Christopher M. Kise, who suggested hiring a forensic firm to search for additional documents, according to the people briefed on the matter.

But other lawyers in Mr. Trump’s circle — who have argued for taking a more adversarial posture in dealing with the Justice Department — disagreed with Mr. Kise’s approach. They talked Mr. Trump out of the idea and have encouraged him to maintain an aggressive stance toward the authorities, according to a person familiar with the matter.

That was in October. In November, Merrick Garland appointed Jack Smith. In late November, Trump hired Tim Parlatore to do the search Kise had recommended over a month earlier. The search found, and returned to DOJ, two documents with classification markings found in a separate storage facility.

But even as Trump lawyers were dribbling out details of the result of that search, they were hiding at least two more details: that a Trump aide had been carting around — and had uploaded via the cloud — White House schedules that included once-classified information.
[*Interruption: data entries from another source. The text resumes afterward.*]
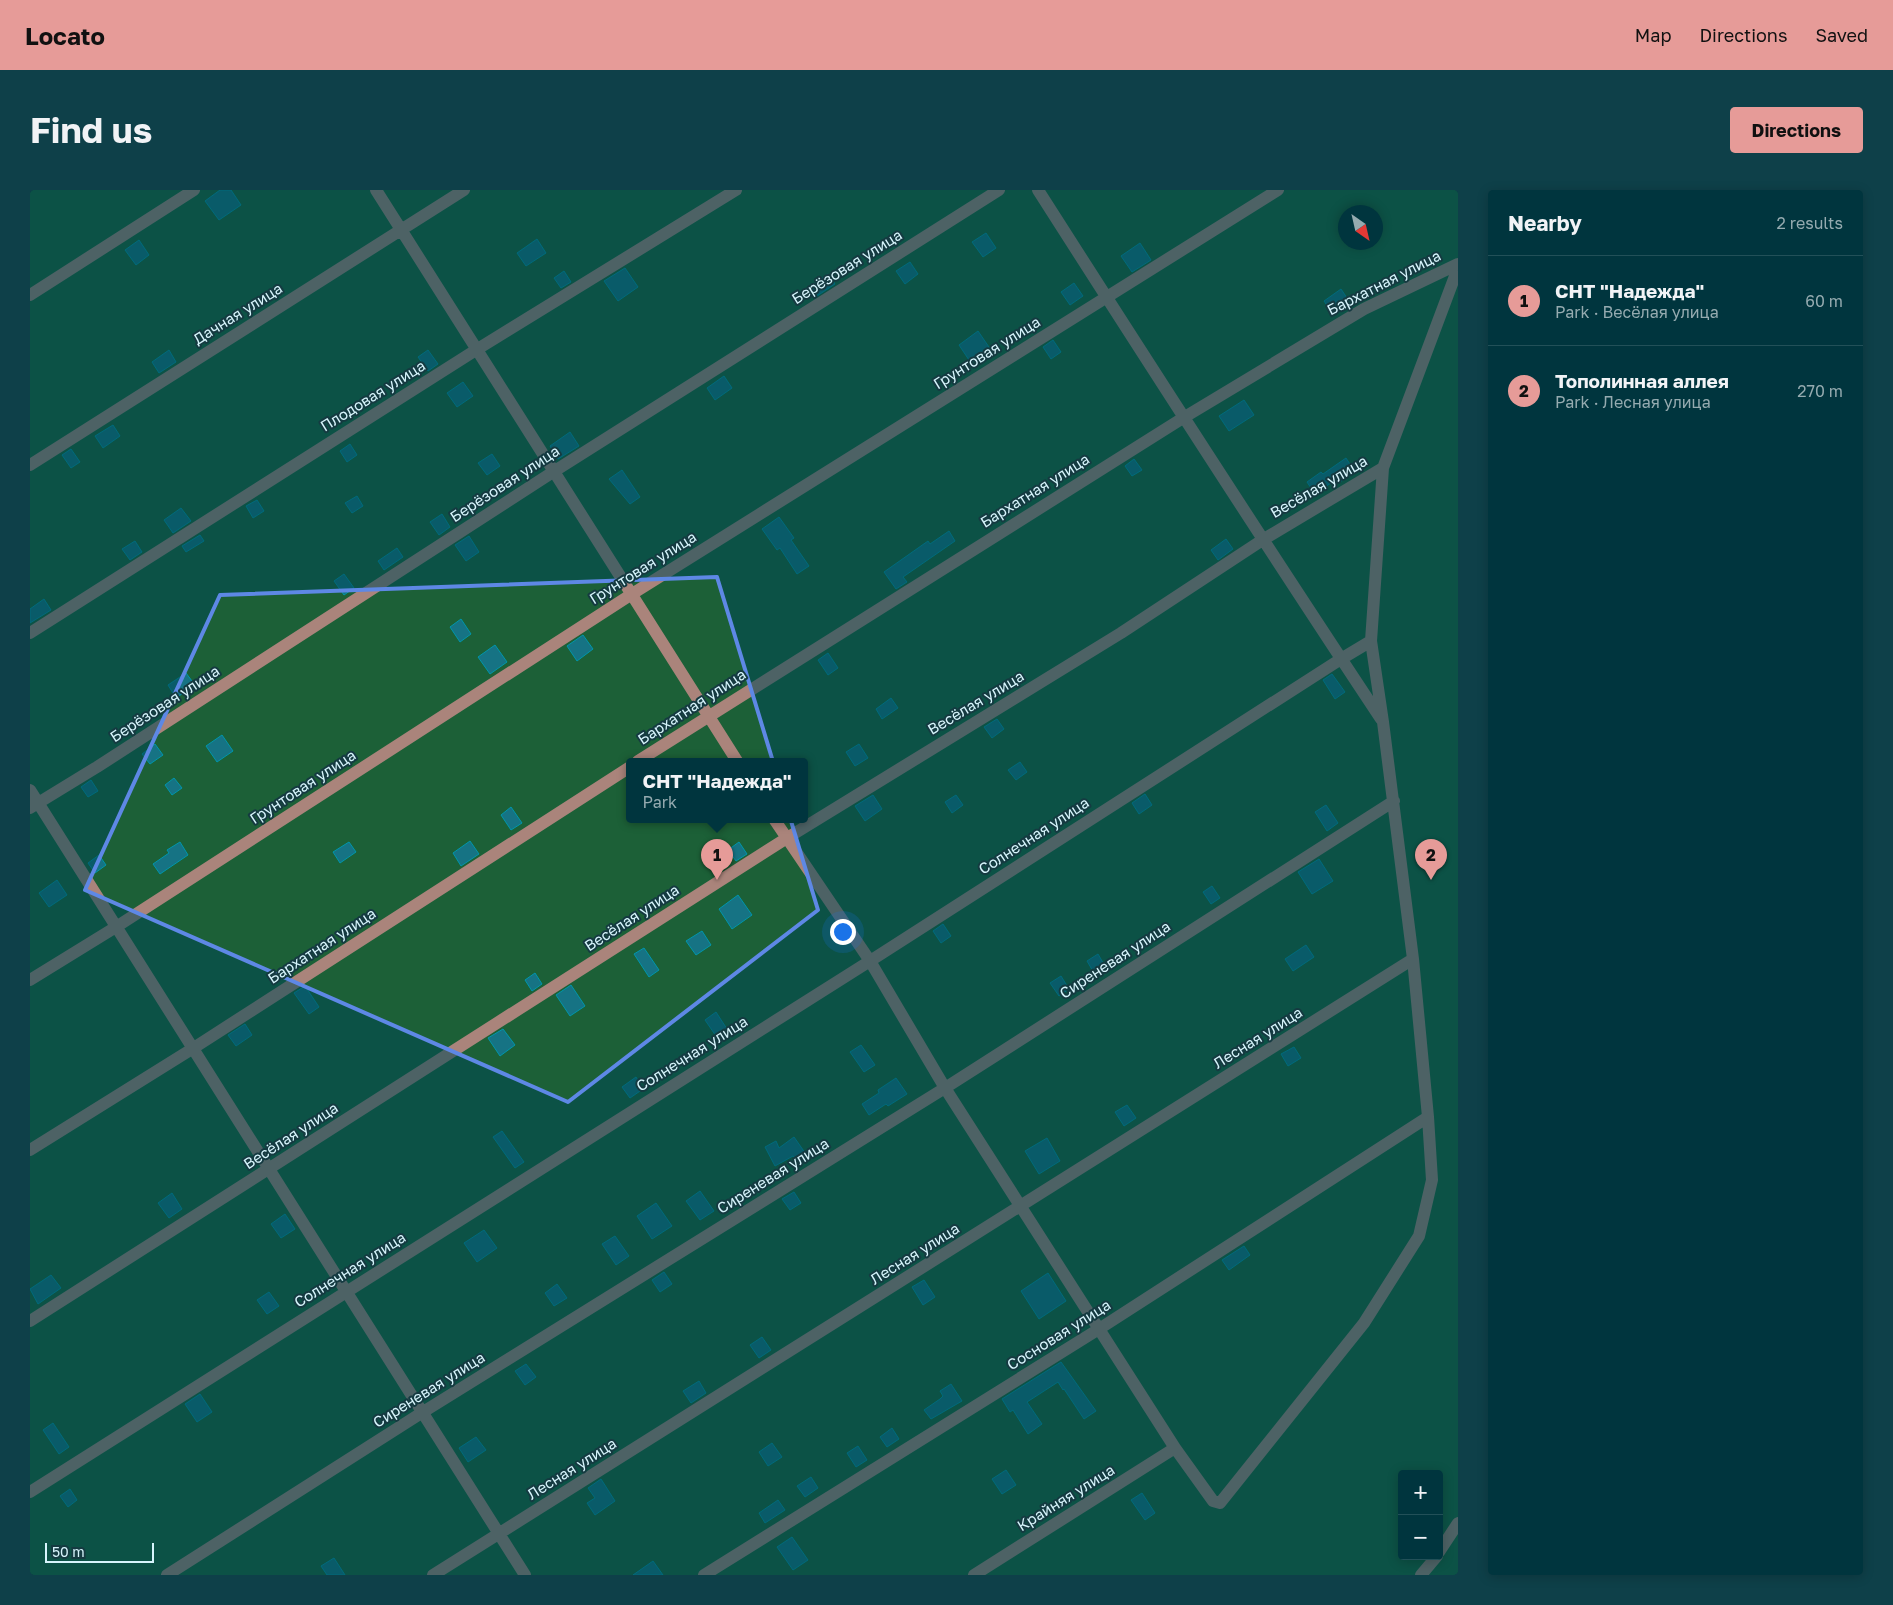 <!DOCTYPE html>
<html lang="en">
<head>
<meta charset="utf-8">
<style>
	body { margin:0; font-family:"Golos Text",sans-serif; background:#0e4049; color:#f1f3f6 }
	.controls { position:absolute; right:15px; bottom:15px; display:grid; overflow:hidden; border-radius:5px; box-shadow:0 2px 12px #0003 }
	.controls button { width:45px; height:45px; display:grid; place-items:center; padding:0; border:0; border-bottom:1px solid #225058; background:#00353e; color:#f1f3f6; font:25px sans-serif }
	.compass { position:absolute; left:1308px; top:15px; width:45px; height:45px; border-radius:50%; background:#00353e; box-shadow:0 2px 12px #0003; rotate:146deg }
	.scale { position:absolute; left:15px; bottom:12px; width:109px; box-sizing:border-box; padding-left:5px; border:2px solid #d7f5fc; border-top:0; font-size:14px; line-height:18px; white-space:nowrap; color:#d7f5fc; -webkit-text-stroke:4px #153a41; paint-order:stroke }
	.you { position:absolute; left:812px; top:741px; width:18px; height:18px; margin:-12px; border:4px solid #fff; border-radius:50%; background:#1a73e8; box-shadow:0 0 0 8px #1a73e833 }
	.badge { display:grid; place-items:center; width:32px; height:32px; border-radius:50%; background:#e69b98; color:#111; font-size:16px; font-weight:700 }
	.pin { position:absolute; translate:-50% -41px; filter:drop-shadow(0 1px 2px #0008) }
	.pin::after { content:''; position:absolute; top:26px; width:18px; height:15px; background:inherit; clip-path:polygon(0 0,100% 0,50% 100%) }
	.popup { position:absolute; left:596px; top:568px; width:182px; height:65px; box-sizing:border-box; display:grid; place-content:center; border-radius:5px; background:#00353e; filter:drop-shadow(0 1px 4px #0005); font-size:16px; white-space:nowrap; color:#95abb0 }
	.popup b { font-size:19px; color:#f1f3f6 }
	.popup::after { content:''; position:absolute; left:50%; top:100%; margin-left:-10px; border:10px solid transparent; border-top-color:#00353e }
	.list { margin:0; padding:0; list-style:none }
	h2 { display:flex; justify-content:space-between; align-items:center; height:65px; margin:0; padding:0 20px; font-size:21px }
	h2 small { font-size:16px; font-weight:400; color:#95abb0 }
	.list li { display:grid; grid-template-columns:32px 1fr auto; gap:15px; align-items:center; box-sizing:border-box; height:90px; padding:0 20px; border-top:1px solid #225058 }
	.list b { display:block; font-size:19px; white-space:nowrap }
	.list p { margin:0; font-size:16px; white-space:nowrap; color:#95abb0 }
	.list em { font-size:16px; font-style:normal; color:#95abb0 }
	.map { position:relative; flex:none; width:1428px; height:1385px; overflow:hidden; border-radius:5px }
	header { display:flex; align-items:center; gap:30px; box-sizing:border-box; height:70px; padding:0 25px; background:#e69b98; color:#111 }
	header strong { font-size:24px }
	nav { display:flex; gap:28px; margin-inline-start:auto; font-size:18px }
	.intro { display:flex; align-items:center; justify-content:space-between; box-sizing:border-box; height:120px; padding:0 30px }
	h1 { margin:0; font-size:35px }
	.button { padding:12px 22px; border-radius:5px; background:#e69b98; color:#111; font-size:18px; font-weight:700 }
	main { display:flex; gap:30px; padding:0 30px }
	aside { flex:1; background:#00353e; border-radius:5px; box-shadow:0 2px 12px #0003 }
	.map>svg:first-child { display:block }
	.green { fill:#1c6037; fill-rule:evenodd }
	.building { fill:#167384; stroke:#0096ac }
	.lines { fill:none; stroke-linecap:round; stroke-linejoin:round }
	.minor { stroke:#aa847b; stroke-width:12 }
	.marked { fill:none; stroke:#5e88e5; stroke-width:4; stroke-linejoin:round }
	.labels { text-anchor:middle; stroke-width:4; stroke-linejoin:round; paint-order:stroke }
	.street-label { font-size:15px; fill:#d7f5fc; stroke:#153a41 }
</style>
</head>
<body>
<header>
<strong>Locato</strong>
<nav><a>Map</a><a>Directions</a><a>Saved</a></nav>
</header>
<div class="intro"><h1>Find us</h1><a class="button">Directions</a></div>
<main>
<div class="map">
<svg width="1428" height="1385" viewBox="0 0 1428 1385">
	<rect width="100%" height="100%" fill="#004753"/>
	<path class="green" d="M 0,0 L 1428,0 L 1428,1385 L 0,1385 ZM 1316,22 L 1346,22 L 1346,52 L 1316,52 ZM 600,571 L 774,571 L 774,629 L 600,629 ZM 1372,1284 L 1409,1284 L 1409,1366 L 1372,1366 Z"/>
	<path class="building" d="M 190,0 L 201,0 L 211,15 L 189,30 L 175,11 Z
		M 956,43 L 966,58 L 953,67 L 942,52 Z
		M 507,49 L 516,63 L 496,76 L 487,63 Z
		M 109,50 L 119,65 L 106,75 L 95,60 Z
		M 1110,53 L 1121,70 L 1102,82 L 1091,66 Z
		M 880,72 L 888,84 L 875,94 L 866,81 Z
		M 595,78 L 608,97 L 588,111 L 574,91 Z
		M 534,81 L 541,92 L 531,98 L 524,88 Z
		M 798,84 L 805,94 L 787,106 L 781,96 Z
		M 1044,93 L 1053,106 L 1040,115 L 1031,102 Z
		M 1311,99 L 1319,111 L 1302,123 L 1294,111 Z
		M 948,141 L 961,160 L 941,173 L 929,155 Z
		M 1023,150 L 1031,162 L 1021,169 L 1013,157 Z
		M 139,160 L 146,172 L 129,183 L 122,172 Z
		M 398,160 L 408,174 L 398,181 L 388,167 Z
		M 694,186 L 702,198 L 685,210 L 677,198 Z
		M 433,192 L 443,206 L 427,217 L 417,203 Z
		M 1214,210 L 1224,225 L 1199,241 L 1189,226 Z
		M 83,235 L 90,246 L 73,258 L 65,246 Z
		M 540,242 L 549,256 L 528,269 L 520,256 Z
		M 320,254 L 327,265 L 317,272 L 310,261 Z
		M 41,259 L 50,272 L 41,278 L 32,265 Z
		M 462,264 L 470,276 L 457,285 L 448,273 Z
		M 1316,268 L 1325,282 L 1310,292 L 1308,288 L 1285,304 L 1277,292 L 1291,282 L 1293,284 Z
		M 1104,269 L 1112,280 L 1102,286 L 1095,276 Z
		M 592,280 L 610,307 L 600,314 L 579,289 Z
		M 327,306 L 333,316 L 322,323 L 315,313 Z
		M 227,310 L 234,321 L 223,328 L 216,316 Z
		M 151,318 L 161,331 L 143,343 L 134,330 Z
		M 412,324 L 420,337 L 409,345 L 400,332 Z
		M 749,327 L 764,348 L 761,350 L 779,376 L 767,384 L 750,358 L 747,360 L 732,339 Z
		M 919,341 L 925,351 L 873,387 L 877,392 L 866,399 L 854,382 L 898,351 L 900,354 Z
		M 170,345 L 174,351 L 156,362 L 152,356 Z
		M 439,346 L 449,362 L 436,371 L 425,355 Z
		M 1196,349 L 1203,359 L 1188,370 L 1181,360 Z
		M 105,351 L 112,362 L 100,370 L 92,359 Z
		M 367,358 L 373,367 L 354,380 L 348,371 Z
		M 314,384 L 324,398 L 314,405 L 304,391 Z
		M 14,409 L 21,420 L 0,433 L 0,419 Z
		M 431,429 L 441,444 L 430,452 L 420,437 Z
		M 553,445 L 563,459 L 547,471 L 537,456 Z
		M 465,455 L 477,472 L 460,484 L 448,467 Z
		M 798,463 L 808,478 L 798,485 L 788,470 Z
		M 156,483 L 165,495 L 146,508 L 138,495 Z
		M 1302,484 L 1315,502 L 1305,509 L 1293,490 Z
		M 861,508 L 868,518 L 852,529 L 846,519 Z
		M 967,529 L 974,539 L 962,548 L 954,537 Z
		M 192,545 L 203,561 L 187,572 L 176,556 Z
		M 125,554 L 133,565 L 120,574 L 112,564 Z
		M 829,554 L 838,568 L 825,576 L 816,562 Z
		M 990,572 L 997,582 L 986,590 L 978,580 Z
		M 144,588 L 152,598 L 142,605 L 135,595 Z
		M 61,590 L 68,601 L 58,607 L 51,597 Z
		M 1115,604 L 1122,615 L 1109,624 L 1102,613 Z
		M 843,605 L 852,619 L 835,631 L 825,616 Z
		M 926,605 L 933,615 L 922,623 L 915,612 Z
		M 1296,615 L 1308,633 L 1297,641 L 1285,622 Z
		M 481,617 L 492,633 L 481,640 L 471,625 Z
		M 440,651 L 449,664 L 431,676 L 423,663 Z
		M 150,652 L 158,665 L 130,684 L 123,674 L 139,663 L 137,660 Z
		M 319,652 L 326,662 L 310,673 L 303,662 Z
		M 709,652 L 717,664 L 706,671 L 698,660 Z
		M 69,665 L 76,675 L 65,683 L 58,673 Z
		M 1289,669 L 1303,691 L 1282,704 L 1268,682 Z
		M 27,690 L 37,705 L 19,717 L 9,703 Z
		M 1182,696 L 1190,708 L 1181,714 L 1173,702 Z
		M 708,705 L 722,725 L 702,739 L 689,719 Z
		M 913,734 L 921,746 L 911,753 L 903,741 Z
		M 672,741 L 681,755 L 666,765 L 656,751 Z
		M 1276,755 L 1284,767 L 1263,781 L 1255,769 Z
		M 614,758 L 629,780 L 619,787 L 604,764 Z
		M 1068,764 L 1075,776 L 1064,783 L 1057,771 Z
		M 505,783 L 512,794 L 502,801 L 495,790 Z
		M 1031,786 L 1039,799 L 1029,806 L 1020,793 Z
		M 541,795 L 555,816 L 540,826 L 526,805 Z
		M 275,796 L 289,817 L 279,824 L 264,803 Z
		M 686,822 L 697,839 L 686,846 L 675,830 Z
		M 215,834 L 222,845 L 206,856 L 198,845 Z
		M 473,839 L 485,855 L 470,866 L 458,848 Z
		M 831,855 L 845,875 L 834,882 L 820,862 Z
		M 1264,857 L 1271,868 L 1258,876 L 1251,864 Z
		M 606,887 L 613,899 L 600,908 L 592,897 Z
		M 866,888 L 877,904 L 858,916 L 856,914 L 839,925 L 832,914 L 849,903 L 848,900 Z
		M 1097,915 L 1106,928 L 1094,936 L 1085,922 Z
		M 472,941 L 494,972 L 485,978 L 463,947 Z
		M 764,947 L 778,967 L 768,974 L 763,966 L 745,976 L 735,957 L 746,951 L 749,958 Z
		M 1017,948 L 1030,971 L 1009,984 L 995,961 Z
		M 670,1001 L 684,1021 L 670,1030 L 656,1011 Z
		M 764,1002 L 771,1013 L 760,1020 L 752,1009 Z
		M 142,1003 L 152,1019 L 139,1028 L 128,1013 Z
		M 626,1013 L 642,1036 L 622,1049 L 607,1026 Z
		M 255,1024 L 265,1039 L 251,1048 L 241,1034 Z
		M 454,1040 L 467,1058 L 447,1072 L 434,1053 Z
		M 585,1046 L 599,1066 L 586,1075 L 572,1054 Z
		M 1214,1056 L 1220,1065 L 1199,1080 L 1192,1070 Z
		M 634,1082 L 642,1094 L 630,1102 L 622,1090 Z
		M 1018,1083 L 1036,1111 L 1009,1129 L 991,1101 Z
		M 21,1085 L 31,1098 L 8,1114 L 0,1099 Z
		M 894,1090 L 905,1107 L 893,1115 L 882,1097 Z
		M 527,1094 L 537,1108 L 524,1116 L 515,1103 Z
		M 239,1102 L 249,1116 L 237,1124 L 227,1110 Z
		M 732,1147 L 741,1160 L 729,1168 L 720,1155 Z
		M 1031,1172 L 1066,1221 L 1054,1229 L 1034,1199 L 1033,1200 L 1028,1192 L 997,1212 L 1012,1234 L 998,1244 L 983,1220 L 980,1222 L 972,1209 Z
		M 496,1174 L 506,1187 L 495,1195 L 485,1181 Z
		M 669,1191 L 676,1203 L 661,1213 L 653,1201 Z
		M 921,1194 L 932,1211 L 901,1229 L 894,1220 L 910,1209 L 913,1206 L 910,1201 Z
		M 170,1204 L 182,1222 L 167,1232 L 155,1214 Z
		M 23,1233 L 39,1257 L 29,1264 L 13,1240 Z
		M 862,1238 L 869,1249 L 857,1257 L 850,1247 Z
		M 446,1247 L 456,1260 L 438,1272 L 429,1258 Z
		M 742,1253 L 752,1267 L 738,1276 L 729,1262 Z
		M 828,1256 L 837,1270 L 826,1277 L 817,1263 Z
		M 976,1280 L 986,1295 L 972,1304 L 962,1289 Z
		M 781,1287 L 788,1298 L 775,1307 L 767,1296 Z
		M 571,1289 L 585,1311 L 565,1325 L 557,1313 L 565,1308 L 558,1298 Z
		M 40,1299 L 47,1310 L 38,1317 L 30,1306 Z
		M 1112,1303 L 1125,1323 L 1115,1330 L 1101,1310 Z
		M 748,1310 L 755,1320 L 735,1333 L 729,1323 Z
		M 762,1347 L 778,1370 L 763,1380 L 747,1357 Z
		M 304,1368 L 315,1385 L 297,1385 L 291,1376 Z
		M 623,1371 L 633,1385 L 603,1385 Z"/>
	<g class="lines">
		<path class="minor" d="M 346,0 L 707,571
			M 1008,0 C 1121,177 1235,354 1351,529
			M 0,105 L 164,0
			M 0,275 L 434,0
			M 0,443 L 446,160 L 706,0
			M 608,571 L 1153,228 L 1334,119 L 1428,74
			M 0,600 L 495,1385
			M 0,618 L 67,577 L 523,282 L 969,0
			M 744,629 L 840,771 L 915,898 L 1145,1258 L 1183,1311 L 1190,1313 L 1334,1133 L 1389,1046 L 1402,990 L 1398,927 L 1383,769 L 1353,532 L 1341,451 L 1353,278 L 1428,78
			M 0,790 L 86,737 L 602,404 L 1248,0
			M 0,960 L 162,859 L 600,577
			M 0,1131 L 757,648 L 1091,443 L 1234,349 L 1353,278
			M 0,1302 L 840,771 L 1311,469 L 1341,451
			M 1409,1362 L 1428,1333
			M 137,1385 L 393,1222 L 915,898 L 1364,611
			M 403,1385 L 1383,769
			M 674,1385 L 1069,1139 L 1398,927
			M 944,1385 L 1145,1258
			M 1391,1385 L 1407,1366"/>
	</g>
	<path d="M0 0H1428V1385H0ZM 687,387 L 788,720 L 538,912 L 55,700 L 190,405 Z" fill="#004753" fill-opacity=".55" fill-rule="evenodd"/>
	<path class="marked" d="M 687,387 L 788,720 L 538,912 L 55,700 L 190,405 Z"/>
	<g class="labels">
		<g class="street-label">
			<text transform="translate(817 77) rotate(-32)" y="5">Берёзовая улица</text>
			<text transform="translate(1354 93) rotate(-27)" y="5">Бархатная улица</text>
			<text transform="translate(208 124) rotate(-32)" y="5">Дачная улица</text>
			<text transform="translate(957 163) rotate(-32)" y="5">Грунтовая улица</text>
			<text transform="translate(343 206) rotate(-32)" y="5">Плодовая улица</text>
			<text transform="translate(475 294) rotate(-33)" y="5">Берёзовая улица</text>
			<text transform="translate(1289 297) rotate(-30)" y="5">Весёлая улица</text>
			<text transform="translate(1005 301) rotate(-32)" y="5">Бархатная улица</text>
			<text transform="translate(613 378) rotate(-32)" y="5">Грунтовая улица</text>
			<text transform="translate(946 513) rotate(-31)" y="5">Весёлая улица</text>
			<text transform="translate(135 514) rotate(-33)" y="5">Берёзовая улица</text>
			<text transform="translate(662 517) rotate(-33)" y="5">Бархатная улица</text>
			<text transform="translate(273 597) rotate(-33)" y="5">Грунтовая улица</text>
			<text transform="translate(1004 646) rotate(-33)" y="5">Солнечная улица</text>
			<text transform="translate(602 728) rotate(-33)" y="5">Весёлая улица</text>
			<text transform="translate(292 756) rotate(-33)" y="5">Бархатная улица</text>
			<text transform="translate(1085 770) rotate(-33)" y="5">Сиреневая улица</text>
			<text transform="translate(1228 848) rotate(-32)" y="5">Лесная улица</text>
			<text transform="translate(662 864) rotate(-32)" y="5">Солнечная улица</text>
			<text transform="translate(261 946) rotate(-33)" y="5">Весёлая улица</text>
			<text transform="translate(743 986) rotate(-32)" y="5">Сиреневая улица</text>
			<text transform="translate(885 1064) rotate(-32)" y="5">Лесная улица</text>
			<text transform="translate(320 1080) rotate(-32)" y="5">Солнечная улица</text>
			<text transform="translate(1029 1145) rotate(-32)" y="5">Сосновая улица</text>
			<text transform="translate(399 1200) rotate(-32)" y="5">Сиреневая улица</text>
			<text transform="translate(542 1279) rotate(-32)" y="5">Лесная улица</text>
			<text transform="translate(1036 1308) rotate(-32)" y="5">Крайняя улица</text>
		</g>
	</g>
</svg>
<div class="controls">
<button>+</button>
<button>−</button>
</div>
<svg class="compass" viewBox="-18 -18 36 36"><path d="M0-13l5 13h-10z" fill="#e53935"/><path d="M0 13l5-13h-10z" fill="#95abb0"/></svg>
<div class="scale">50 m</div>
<div class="you"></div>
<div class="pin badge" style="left:687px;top:690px">1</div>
<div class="popup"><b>СНТ &quot;Надежда&quot;</b>Park</div>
<div class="pin badge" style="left:1401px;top:690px">2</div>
</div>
<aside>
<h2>Nearby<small>2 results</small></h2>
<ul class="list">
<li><span class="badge">1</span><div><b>СНТ &quot;Надежда&quot;</b><p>Park · Весёлая улица</p></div><em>60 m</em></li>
<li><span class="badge">2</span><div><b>Тополинная аллея</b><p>Park · Лесная улица</p></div><em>270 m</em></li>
</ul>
</aside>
</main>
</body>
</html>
And, Parlatore’s searchers had discovered, there was another empty classified folder on Trump’s bedside table that hadn’t been discovered in the August search. Whether willful or not, both likely show that additional documents with classification markers were brought back to Mar-a-Lago after the August search.

Since the time in December DOJ tried to hold Trump in contempt for refusing to comply with the May subpoena, they have chased down the box of schedules and the computer to which they were uploaded and subpoenaed the extra empty classified folder. They have interviewed the people who did the search, as well as the lawyers that Boris Epshteyn was giving orders. Significantly, they also interviewed Alina Habba, whose own search of Mar-a-Lago for documents responsive to Tish James’ subpoena had obvious gaps, most notably the storage closet full of documents where a bunch of classified documents were being stored. And finally, after five months, they will answer the questions first made obvious after Bobb’s initial interview in October: what Trump told Corcoran to get him to do an inadequate search.

Which brings me to Question 6: What Trump said to Corcoran after he received a subpoena for security footage that Trump knew — but Corcoran may not have known — showed Walt Nauta moving boxes that would thereby be excluded from the search Corcoran had done in May and June. Since this was a call, it may well be one of the things about which Corcoran took notes or even a recording that he later transcribed. Also recall that there was a discrepancy as to the date of the subpoena (as well as whether Trump greeted Jay Bratt and others when they were at MAL) when the search was originally revealed last year, a discrepancy that led me to suspect DOJ first served a subpoena on Trump’s office and only then served a subpoena on Trump Organization. June 24 may have been the first date that Corcoran became aware that his representations about the search for documents was incomplete.

Here’s the point, though. Trump played a shell game in advance of the search that Corcoran did last summer. Alina Habba’s declaration, on its face, reflects a shell game. There’s reason to believe — given the box containing additional documents marked classified and the empty classified folder — that Trump played another shell game when Parlatore’s investigators searched in November and December. And Howell reportedly also approved a crime-fraud waiver for Jennifer Little, a lawyer representing Trump in conjunction with the Georgia investigation.

If Corcoran does testify tomorrow, it may crystalize DOJ’s understanding of that shell game, at least. Not only will that help DOJ understand if another shell game, one involving Parlatore, managed to hide still more documents in November and December. But it may help to understand any other shell games Trump engaged in in NY and GA.

It may also finally provide the basis to hold Trump in contempt for withholding further documents.